A MOTHER who discovered skin samples from her stillborn baby were taken without consent has won a four-year battle for compensation.
Zoe Clarke, from Darlington, said she was pleased after a High Court judge ruled she will be compensated for the suffering she endured when doctors removed tissue from her child for medical research.
Mrs Clarke, nee Holman, suffered depression and blames the ordeal for the break-up of her marriage after she discovered tissue had been taken from son Owen without her permission.
Her family also had to go through the distress of a second funeral for the baby, after the body tissue was returned.
Mrs Clarke has received written confirmation that she will be compensated following a ruling by Justice Gage in the High Court in London.
She said last night: "I am relieved that it is all over. We have been locked in a legal battle for four years.
"We had originally been offered £250 each. It was an insult, so we decided to go to court.
"I am just waiting to hear from the judge to find out what compensation we are getting. I am over the moon with the ruling.
"No amount of money can make up for losing my son and what happened to him, but the NHS had never even said sorry."
Mrs Clarke contacted the South Durham NHS Trust hotline after an information ban on NHS Trusts was lifted in the wake of the Alder Hey organ retentions scandal in Liverpool.
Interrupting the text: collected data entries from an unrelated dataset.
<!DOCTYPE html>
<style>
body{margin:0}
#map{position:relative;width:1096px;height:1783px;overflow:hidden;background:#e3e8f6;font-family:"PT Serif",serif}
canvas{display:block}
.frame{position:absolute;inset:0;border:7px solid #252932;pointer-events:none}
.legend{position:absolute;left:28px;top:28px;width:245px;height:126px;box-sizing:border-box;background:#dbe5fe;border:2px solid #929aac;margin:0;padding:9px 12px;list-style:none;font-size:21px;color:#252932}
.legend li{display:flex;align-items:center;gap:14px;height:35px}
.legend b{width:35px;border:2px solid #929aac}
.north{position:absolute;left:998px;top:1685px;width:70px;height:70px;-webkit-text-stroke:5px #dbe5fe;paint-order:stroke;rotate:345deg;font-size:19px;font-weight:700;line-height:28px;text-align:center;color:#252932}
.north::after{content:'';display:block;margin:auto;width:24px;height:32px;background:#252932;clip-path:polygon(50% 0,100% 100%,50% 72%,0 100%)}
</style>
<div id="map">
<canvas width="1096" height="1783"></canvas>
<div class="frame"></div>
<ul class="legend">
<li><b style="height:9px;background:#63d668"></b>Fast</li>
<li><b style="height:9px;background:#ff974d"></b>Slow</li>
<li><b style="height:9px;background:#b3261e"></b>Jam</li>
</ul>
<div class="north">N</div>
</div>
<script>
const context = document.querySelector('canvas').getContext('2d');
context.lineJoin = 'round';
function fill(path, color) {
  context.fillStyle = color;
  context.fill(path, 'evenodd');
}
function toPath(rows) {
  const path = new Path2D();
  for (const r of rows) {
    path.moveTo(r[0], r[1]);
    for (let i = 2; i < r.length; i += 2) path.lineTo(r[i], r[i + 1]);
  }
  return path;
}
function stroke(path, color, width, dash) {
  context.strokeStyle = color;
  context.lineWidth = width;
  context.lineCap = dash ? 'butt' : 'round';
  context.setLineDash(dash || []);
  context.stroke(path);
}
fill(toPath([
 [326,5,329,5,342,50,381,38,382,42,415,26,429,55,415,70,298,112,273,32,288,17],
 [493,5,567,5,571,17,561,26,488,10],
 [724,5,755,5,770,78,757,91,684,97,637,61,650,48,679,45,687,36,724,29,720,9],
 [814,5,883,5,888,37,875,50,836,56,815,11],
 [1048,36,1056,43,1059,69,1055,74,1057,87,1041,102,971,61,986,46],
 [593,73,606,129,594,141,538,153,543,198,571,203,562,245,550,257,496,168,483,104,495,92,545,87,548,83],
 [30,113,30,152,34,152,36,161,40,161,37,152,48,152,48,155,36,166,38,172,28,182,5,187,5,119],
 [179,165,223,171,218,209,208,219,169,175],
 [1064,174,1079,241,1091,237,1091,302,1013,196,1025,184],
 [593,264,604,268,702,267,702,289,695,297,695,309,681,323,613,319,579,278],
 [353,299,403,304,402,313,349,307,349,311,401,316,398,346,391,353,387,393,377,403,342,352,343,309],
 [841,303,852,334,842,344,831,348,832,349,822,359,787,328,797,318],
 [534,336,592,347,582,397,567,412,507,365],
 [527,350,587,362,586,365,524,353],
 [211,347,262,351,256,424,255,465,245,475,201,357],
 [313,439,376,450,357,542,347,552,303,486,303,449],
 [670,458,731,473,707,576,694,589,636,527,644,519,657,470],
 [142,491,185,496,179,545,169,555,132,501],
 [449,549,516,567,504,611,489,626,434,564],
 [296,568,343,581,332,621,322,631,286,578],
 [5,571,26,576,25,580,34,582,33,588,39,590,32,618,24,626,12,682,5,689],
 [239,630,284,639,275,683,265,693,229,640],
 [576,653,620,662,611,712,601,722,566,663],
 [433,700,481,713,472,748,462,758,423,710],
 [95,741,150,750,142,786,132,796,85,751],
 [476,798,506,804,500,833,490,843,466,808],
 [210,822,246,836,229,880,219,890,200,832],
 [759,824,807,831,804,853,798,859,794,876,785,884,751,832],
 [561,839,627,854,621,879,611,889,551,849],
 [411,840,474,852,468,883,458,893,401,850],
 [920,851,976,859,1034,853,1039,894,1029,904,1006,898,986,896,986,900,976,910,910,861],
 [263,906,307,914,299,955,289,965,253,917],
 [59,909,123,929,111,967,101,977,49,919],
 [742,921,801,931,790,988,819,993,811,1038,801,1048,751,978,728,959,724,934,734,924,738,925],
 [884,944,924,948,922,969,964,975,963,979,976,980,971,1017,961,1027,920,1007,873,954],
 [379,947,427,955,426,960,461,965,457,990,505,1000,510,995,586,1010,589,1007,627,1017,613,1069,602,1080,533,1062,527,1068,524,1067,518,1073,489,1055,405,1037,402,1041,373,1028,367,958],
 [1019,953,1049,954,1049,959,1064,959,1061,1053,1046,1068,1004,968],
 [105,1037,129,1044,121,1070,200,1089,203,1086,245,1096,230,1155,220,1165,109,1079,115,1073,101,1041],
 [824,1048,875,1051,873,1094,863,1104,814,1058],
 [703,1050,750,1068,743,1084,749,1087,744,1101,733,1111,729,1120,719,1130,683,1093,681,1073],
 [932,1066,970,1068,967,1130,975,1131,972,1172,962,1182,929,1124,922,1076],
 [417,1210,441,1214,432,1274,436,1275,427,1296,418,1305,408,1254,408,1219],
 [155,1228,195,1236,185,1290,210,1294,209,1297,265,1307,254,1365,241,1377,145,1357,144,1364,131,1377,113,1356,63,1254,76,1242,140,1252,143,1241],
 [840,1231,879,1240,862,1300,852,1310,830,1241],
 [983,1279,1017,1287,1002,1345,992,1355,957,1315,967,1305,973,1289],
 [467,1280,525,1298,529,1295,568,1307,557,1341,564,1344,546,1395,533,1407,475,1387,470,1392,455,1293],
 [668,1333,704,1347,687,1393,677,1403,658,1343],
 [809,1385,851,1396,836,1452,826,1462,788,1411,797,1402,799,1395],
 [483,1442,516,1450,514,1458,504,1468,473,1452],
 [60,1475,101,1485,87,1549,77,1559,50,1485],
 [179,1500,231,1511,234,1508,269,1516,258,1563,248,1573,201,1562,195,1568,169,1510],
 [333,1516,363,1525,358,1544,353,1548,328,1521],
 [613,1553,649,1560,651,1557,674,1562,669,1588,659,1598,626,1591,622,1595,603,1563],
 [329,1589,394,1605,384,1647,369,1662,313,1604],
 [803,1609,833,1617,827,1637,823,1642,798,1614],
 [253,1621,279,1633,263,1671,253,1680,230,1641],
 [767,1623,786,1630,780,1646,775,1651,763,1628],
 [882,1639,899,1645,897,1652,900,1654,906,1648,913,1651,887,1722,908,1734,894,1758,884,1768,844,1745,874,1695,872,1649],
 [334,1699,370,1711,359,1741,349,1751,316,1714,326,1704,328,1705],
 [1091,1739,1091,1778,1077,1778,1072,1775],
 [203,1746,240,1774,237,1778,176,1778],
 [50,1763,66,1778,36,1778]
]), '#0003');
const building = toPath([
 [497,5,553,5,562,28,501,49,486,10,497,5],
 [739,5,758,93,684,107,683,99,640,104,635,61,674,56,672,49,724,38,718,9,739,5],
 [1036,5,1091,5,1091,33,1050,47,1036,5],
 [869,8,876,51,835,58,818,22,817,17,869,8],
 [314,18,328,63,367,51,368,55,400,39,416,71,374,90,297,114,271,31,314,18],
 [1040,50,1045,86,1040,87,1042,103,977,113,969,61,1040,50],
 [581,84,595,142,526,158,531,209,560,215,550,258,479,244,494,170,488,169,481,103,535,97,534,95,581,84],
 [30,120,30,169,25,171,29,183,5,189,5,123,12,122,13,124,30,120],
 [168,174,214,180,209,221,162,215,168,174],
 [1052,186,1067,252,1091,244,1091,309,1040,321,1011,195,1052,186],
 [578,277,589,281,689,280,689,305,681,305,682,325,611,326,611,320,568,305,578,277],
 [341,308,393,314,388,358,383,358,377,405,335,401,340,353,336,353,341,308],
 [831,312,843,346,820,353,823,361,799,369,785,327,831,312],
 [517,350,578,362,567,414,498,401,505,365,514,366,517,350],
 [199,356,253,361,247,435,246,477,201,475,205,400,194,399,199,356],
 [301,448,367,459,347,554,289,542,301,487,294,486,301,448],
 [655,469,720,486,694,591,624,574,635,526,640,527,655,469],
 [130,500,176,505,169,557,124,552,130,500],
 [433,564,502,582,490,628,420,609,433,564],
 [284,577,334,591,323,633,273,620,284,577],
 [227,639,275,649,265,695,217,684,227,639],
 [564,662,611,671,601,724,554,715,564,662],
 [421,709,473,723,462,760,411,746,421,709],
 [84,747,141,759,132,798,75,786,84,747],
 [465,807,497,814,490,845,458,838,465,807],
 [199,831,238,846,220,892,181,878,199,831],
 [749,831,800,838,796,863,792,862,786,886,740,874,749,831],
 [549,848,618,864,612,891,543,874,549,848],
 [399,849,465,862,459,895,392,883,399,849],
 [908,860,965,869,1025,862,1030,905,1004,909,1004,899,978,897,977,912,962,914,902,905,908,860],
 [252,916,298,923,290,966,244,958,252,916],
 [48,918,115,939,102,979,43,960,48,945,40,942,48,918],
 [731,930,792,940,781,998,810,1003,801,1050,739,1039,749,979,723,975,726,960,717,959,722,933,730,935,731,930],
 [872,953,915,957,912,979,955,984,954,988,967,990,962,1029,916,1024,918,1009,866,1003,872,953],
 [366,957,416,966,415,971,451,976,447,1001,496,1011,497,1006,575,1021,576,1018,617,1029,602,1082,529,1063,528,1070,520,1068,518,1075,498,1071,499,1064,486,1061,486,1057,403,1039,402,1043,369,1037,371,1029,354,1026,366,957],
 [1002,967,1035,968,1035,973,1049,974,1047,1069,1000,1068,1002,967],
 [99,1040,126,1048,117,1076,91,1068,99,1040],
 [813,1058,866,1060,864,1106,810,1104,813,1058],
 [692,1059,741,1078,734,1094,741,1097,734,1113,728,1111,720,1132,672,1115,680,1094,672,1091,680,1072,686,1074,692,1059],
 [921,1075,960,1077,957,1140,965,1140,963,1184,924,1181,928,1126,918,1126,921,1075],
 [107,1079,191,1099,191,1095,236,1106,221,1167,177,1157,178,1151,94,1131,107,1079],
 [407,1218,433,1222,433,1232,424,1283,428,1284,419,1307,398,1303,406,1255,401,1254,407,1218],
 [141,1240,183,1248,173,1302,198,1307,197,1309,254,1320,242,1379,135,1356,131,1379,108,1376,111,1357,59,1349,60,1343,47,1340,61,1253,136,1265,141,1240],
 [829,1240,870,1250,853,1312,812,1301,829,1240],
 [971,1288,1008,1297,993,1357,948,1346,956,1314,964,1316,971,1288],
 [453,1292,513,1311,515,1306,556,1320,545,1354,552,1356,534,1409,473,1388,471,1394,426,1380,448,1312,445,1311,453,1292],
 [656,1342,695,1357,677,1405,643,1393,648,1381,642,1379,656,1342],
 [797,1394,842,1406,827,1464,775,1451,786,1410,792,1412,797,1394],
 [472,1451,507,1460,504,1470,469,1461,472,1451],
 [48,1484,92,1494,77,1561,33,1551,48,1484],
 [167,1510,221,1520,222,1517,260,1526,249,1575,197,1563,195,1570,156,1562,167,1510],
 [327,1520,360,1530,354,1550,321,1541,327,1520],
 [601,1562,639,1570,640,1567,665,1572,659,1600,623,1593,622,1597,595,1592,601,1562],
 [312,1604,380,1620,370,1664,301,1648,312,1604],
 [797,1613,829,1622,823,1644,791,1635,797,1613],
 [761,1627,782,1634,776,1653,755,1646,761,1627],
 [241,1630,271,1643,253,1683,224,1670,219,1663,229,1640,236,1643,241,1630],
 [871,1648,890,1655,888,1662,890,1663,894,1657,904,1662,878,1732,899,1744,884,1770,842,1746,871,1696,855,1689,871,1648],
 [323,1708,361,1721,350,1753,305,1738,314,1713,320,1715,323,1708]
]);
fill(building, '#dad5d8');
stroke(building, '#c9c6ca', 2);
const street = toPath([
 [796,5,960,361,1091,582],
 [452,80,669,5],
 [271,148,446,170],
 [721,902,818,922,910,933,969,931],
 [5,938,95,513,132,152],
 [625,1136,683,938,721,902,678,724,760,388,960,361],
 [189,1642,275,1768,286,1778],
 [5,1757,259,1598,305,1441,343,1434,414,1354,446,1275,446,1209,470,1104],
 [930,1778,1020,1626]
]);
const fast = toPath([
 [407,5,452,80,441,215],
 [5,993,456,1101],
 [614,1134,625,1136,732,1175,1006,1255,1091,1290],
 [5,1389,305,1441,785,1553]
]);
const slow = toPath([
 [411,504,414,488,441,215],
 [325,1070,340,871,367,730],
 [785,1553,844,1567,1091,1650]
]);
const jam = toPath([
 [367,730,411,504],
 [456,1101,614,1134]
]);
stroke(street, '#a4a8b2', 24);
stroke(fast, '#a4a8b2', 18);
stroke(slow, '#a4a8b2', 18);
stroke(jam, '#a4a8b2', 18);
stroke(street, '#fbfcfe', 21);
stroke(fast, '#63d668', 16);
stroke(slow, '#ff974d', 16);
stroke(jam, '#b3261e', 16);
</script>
She found out that skin samples from her son's legs and arms had been removed at Darlington Memorial Hospital for medical research without permission.
Mrs Clarke joined together with the Nationwide Organ Retention Group, representing families outside Liverpool, to fight for compensation. About 30 families from the North-East were represented by Hartlepool solicitors Tilley, Bailey and Irvine.
Justice Gage ruled that the practice of organ removal was unlawful and said organs had been taken in a morally and ethically "objectionable practice".
Those families whose dead relatives had organs removed following coroners' post-mortem examinations will not receive any compensation but those taken after hospital examinations would get payouts, the judge ruled.